The Wisdom of Ancestral Diets

Would you believe that in certain remote regions of the world there are old and indigenous cultures in which our modern epidemics----obesity, heart disease, cancer, diabetes, colitis, hypertension, arthritis, and the like----are virtually unknown?
For many years scientists have observed isolated cultures in which people maintain levels of health and fitness that are vastly superior to the health status of those of us who live in modern societies.
Yet these remarkably strong people live in primitive environments very far removed from the industrial mainstream, where there are none of the vast resources so widely available in “advanced” civilization----no high-tech medicine, no scientists or clinicians or academic institutions, no multibillion-dollar research programs, no health officials or government advisory boards, no vitamin industry, fitness clubs, health spas, weight loss clinics, or health-oriented media.
Oddly enough, the native diets of these old and indigenous cultures are far from what you and I might consider healthful.
Imagine: Traditional Alaskan Eskimos with excellent immunity and cardiovascular health thriving on large quantities of fat and several pounds of meat a day. Daily diets centered around caribou, kelp, salmon, moose, seal, and whale blubber.

Today there are Aboriginal people in remote regions of the Australian Outback with the strength and fitness levels of Olympic athletes. They still live as their ancestors did, on diets comprised of insects, beetles, grubs, berries, and meat from the kangaroo and wallaby.
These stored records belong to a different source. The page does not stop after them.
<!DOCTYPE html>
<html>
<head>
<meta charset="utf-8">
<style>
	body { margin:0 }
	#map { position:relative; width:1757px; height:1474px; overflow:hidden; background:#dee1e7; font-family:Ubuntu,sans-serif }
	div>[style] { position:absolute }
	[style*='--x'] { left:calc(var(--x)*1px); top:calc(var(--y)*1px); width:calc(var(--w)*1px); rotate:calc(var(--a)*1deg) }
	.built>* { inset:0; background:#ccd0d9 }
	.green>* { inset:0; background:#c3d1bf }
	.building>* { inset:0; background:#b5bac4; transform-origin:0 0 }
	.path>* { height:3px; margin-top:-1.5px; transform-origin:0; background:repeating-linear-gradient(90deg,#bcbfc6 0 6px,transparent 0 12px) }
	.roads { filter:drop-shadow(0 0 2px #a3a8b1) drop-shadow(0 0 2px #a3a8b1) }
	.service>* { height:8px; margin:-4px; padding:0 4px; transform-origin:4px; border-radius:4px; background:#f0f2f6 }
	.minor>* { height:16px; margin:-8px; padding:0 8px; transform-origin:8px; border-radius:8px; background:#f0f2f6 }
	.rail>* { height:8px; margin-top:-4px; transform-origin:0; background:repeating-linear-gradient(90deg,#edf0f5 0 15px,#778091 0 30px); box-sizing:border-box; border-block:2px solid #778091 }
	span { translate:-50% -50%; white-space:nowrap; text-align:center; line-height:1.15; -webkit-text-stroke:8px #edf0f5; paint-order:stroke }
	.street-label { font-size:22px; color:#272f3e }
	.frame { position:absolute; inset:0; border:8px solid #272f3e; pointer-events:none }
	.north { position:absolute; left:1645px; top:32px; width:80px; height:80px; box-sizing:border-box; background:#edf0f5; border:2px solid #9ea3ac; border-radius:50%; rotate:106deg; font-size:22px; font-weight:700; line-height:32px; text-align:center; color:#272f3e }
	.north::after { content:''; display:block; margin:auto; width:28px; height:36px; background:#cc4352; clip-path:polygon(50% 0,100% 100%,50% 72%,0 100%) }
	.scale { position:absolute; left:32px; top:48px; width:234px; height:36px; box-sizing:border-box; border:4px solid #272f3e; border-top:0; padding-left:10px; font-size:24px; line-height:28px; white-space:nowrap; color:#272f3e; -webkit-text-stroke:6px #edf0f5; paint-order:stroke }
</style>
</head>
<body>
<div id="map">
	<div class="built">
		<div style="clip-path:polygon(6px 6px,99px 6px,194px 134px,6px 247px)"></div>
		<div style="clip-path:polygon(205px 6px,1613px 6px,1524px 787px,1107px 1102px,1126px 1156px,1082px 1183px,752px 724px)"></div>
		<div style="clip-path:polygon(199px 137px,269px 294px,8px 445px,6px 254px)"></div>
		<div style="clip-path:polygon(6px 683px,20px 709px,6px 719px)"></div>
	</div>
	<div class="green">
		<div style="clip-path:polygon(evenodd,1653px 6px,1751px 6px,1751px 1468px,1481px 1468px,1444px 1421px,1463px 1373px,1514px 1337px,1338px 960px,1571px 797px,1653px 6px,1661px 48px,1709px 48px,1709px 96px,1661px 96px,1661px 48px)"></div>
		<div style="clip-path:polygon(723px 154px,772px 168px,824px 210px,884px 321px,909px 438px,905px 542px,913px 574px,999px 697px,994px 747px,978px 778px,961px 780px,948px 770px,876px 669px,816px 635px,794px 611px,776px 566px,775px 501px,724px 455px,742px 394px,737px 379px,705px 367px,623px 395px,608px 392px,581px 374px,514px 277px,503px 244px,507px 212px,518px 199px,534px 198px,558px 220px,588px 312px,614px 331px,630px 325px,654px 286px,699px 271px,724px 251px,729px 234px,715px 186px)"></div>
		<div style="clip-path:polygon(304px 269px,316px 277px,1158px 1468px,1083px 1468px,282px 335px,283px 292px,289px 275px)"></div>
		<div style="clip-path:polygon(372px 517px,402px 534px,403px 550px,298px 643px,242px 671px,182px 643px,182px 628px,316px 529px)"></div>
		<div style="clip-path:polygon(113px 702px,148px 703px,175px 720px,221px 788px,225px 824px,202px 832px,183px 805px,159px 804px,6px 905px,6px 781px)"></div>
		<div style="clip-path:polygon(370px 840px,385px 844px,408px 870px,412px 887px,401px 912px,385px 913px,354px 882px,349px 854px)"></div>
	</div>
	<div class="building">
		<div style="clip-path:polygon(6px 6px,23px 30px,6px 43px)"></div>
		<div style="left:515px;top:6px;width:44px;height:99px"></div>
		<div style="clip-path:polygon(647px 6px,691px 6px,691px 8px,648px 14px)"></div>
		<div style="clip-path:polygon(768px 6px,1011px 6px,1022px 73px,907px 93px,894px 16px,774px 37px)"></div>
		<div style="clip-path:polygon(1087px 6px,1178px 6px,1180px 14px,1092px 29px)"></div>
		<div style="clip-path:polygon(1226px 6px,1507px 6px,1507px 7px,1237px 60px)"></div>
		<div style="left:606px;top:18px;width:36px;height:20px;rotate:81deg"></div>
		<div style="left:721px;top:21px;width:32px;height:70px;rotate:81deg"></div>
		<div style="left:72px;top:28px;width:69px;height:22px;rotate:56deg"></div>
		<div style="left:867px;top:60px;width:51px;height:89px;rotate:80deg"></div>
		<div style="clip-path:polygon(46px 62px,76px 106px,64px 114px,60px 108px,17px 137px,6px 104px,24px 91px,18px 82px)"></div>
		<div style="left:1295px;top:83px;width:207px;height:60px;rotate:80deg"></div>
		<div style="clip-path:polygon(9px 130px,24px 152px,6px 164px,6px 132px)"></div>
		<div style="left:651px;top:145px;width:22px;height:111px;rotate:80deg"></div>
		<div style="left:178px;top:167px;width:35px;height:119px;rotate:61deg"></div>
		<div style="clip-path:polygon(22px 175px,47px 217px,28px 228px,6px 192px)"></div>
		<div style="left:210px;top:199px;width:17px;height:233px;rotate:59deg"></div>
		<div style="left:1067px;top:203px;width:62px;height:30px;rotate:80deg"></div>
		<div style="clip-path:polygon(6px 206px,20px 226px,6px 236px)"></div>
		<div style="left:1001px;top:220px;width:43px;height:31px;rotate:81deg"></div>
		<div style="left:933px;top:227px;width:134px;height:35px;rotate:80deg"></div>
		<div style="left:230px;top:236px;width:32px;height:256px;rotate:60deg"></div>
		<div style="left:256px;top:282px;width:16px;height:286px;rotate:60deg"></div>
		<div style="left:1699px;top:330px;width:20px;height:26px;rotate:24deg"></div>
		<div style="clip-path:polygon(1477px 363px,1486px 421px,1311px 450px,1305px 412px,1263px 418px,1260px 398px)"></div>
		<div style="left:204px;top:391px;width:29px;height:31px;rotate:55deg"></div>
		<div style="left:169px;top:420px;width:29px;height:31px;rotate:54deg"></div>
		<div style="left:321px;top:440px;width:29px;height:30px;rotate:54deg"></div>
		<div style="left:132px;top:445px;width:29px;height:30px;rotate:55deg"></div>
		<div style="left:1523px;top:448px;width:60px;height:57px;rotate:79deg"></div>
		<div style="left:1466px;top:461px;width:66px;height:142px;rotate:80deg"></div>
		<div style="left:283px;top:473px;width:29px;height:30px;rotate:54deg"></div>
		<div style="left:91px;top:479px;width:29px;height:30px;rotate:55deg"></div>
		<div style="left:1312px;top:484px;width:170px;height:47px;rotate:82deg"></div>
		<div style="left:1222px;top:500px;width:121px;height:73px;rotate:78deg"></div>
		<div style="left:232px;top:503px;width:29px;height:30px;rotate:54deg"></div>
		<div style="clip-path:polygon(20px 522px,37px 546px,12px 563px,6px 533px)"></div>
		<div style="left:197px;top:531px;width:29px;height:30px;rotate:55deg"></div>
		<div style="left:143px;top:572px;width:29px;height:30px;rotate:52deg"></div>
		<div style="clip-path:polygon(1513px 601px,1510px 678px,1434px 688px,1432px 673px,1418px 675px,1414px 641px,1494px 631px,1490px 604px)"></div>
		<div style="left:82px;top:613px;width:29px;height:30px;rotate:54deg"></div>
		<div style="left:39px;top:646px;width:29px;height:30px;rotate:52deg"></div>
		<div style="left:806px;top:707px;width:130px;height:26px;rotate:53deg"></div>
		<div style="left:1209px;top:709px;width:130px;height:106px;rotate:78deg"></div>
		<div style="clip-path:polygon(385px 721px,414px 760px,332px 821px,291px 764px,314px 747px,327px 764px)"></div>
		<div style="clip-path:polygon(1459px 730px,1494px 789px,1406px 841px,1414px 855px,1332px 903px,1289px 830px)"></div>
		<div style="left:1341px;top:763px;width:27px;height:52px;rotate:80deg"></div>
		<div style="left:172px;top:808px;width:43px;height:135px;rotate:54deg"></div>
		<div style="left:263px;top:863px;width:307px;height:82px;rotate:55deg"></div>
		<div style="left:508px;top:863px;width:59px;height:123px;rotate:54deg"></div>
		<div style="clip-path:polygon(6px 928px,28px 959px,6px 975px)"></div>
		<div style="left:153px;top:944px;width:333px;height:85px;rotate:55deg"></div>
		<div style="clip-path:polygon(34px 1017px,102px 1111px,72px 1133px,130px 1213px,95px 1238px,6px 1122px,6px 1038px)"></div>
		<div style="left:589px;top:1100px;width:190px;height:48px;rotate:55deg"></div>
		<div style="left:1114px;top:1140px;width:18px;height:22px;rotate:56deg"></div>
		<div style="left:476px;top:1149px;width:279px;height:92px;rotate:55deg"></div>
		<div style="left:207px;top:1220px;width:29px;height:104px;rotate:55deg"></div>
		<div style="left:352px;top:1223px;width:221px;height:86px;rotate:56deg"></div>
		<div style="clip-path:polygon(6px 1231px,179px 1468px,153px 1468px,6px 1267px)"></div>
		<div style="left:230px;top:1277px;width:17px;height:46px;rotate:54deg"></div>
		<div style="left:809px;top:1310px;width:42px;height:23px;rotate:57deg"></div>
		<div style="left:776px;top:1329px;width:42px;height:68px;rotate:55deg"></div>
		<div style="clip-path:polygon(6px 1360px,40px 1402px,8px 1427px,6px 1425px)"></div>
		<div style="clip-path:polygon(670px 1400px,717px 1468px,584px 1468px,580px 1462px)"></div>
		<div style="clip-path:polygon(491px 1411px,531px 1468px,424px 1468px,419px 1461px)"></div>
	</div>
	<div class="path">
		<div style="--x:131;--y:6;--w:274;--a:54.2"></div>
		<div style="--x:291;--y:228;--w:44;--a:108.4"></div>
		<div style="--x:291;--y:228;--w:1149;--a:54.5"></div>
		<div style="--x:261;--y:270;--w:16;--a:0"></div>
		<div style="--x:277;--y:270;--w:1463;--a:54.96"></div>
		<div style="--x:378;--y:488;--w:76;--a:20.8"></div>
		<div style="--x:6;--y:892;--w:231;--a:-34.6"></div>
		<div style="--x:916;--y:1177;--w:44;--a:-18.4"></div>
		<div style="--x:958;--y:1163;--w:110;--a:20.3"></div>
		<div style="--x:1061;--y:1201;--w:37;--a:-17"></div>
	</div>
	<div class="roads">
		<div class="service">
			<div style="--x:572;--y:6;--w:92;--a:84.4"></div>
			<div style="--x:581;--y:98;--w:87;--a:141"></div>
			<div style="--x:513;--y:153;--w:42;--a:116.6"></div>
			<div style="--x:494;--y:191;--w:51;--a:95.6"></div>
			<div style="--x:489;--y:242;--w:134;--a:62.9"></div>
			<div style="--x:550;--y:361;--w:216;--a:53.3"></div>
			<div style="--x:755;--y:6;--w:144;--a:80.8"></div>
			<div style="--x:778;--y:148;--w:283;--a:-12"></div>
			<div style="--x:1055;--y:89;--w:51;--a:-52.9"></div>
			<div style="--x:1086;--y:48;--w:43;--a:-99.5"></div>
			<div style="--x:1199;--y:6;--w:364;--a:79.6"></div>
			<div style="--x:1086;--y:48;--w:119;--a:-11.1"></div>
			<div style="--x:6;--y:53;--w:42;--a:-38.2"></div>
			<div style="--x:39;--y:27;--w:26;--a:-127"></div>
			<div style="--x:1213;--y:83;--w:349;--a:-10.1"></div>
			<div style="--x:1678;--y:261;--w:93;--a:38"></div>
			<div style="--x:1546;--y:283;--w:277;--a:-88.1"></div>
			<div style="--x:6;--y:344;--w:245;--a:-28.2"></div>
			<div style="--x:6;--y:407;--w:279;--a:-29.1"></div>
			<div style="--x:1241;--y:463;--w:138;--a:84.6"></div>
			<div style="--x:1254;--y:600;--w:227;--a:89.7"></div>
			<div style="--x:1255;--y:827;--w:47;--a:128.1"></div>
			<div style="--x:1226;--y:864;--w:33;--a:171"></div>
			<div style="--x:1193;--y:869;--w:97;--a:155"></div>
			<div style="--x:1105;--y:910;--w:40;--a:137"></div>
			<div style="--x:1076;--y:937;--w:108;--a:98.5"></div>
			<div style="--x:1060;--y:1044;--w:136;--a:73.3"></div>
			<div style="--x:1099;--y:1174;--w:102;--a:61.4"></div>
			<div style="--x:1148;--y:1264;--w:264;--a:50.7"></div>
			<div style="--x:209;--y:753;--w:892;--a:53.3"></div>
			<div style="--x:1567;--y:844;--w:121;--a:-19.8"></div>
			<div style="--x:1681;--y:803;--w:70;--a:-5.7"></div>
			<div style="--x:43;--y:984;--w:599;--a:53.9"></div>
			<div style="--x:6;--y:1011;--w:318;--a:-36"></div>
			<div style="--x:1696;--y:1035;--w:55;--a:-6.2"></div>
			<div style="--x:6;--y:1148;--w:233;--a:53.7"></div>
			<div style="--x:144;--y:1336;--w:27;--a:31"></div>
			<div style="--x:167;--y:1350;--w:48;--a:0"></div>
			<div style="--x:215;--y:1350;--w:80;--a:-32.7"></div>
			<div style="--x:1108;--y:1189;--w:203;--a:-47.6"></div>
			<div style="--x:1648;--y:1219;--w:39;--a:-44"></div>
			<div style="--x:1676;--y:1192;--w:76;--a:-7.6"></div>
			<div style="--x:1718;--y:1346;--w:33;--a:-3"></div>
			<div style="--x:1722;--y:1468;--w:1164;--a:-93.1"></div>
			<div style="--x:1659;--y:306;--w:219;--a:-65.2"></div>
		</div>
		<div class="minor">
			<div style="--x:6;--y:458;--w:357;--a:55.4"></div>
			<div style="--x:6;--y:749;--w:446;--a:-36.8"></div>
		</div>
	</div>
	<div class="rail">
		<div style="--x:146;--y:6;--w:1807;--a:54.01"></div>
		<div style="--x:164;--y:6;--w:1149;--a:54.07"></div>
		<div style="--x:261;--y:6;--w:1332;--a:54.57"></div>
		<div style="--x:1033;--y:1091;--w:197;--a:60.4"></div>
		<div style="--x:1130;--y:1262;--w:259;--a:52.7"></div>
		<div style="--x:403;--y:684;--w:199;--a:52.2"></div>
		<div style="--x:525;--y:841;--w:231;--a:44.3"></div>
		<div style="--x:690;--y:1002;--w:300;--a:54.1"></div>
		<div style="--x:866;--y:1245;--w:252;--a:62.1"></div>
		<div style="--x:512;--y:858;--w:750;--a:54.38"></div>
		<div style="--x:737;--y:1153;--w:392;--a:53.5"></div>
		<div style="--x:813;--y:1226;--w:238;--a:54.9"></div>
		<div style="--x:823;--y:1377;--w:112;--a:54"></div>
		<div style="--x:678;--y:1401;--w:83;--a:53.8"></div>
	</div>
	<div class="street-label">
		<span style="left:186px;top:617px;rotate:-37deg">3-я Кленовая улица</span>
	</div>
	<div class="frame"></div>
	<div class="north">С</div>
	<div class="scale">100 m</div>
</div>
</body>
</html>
Consider this: Swiss people with superior constitutions and longevity living in isolated mountain villages, eating primitive diets of whole rye bread and large quantities of high-fat cheese and cream and raw goat’s milk, supplemented by wine and small amounts of meat. Villagers of all ages enjoying robust health despite rustic living conditions and the challenges of glacial winters.
Similarly: African Masai tribes, renowned for extraordinary physical and mental development, still living as they have for centuries, primarily on meat and milk and blood that is carefully extracted in small doses from live cattle at regular intervals.
And in other isolated places----high in the Andes Mountains, deep in the Amazon rain forest, in remote villages of the South Pacific islands----native people who consume the primitive diets of their ancestors consistently demonstrate the same kind of remarkable strength, stamina, and resistance to disease, often living well past one hundred.
Researchers have discovered that people who live in primitive cultures consistently display an astonishing range of physical attributes rarely seen in modern cultures: virtually no birth defects or physical deformities or weight problems. Exceptionally well-shaped bones and skeletal frames. Wide and symmetrical faces with expansive, highly functional nasal and respiratory passages. Strong jaws with perfect dental alignment and flawless teeth and gums that rarely it ever succumb to decay and disease.
But when these same people are exposed to the foods and dietary customs of modern civilization, their health rapidly deteriorates and they fall victim to the very same diseases that have long permeated industrialized societies.
The most noteworthy observer of the declining health of primitive cultures was Dr. Weston Price, a remarkable medical researcher who began his career as a dentist in Ohio in the early part of the twentieth century. Price first became interested in malnutrition in an attempt to understand why so many Americans suffered with extensive tooth decay and gum disease, along with severe structural deficiencies such as small dental palates crowded with poorly developed and crooked teeth.
Dr. Price knew that people in undeveloped regions of the world had no such problems----no need of orthodontia, metal fillings, gum surgeries, root canals, or elaborate restorative work. He wanted to find out why.
So in 1934 he began a series of investigative expeditions to remote corners of the world. He visited indigenous cultures and closely examined the diets and health status of native populations in Africa, northern Europe, Canada, Alaska, Australia, and the South Pacific.
Time and again Price found indigenous cultures to be free of the chronic disease and physical disabilities that were very much the norm in the United States and other “advanced” societies. He also observed that whenever primitive cultures abandoned their native diets and adopted modern eating habits, they would rapidly develop the kinds of health problems prevalent in the advanced cultures to which they’d been exposed.
In 1938 Dr. Price documented his findings in the classic Nutrition and Physical Degeneration. This book includes a wealth of dramatic photographs that clearly illustrate the rapid physical deterioration of many indigenous cultures throughout the world.

The Myth of the Universal Diet

Over thousands of years of evolutionary history, people in different parts of the world developed very distinct nutritional needs in response to a whole range of variables, including climate and geography and whatever plant and animal life their environments had to offer.
As a result, people today have widely varying nutrient requirements, especially with regard to macronutrients----the proteins, carbohydrates, and fats that are the fundamental dietary “building blocks.”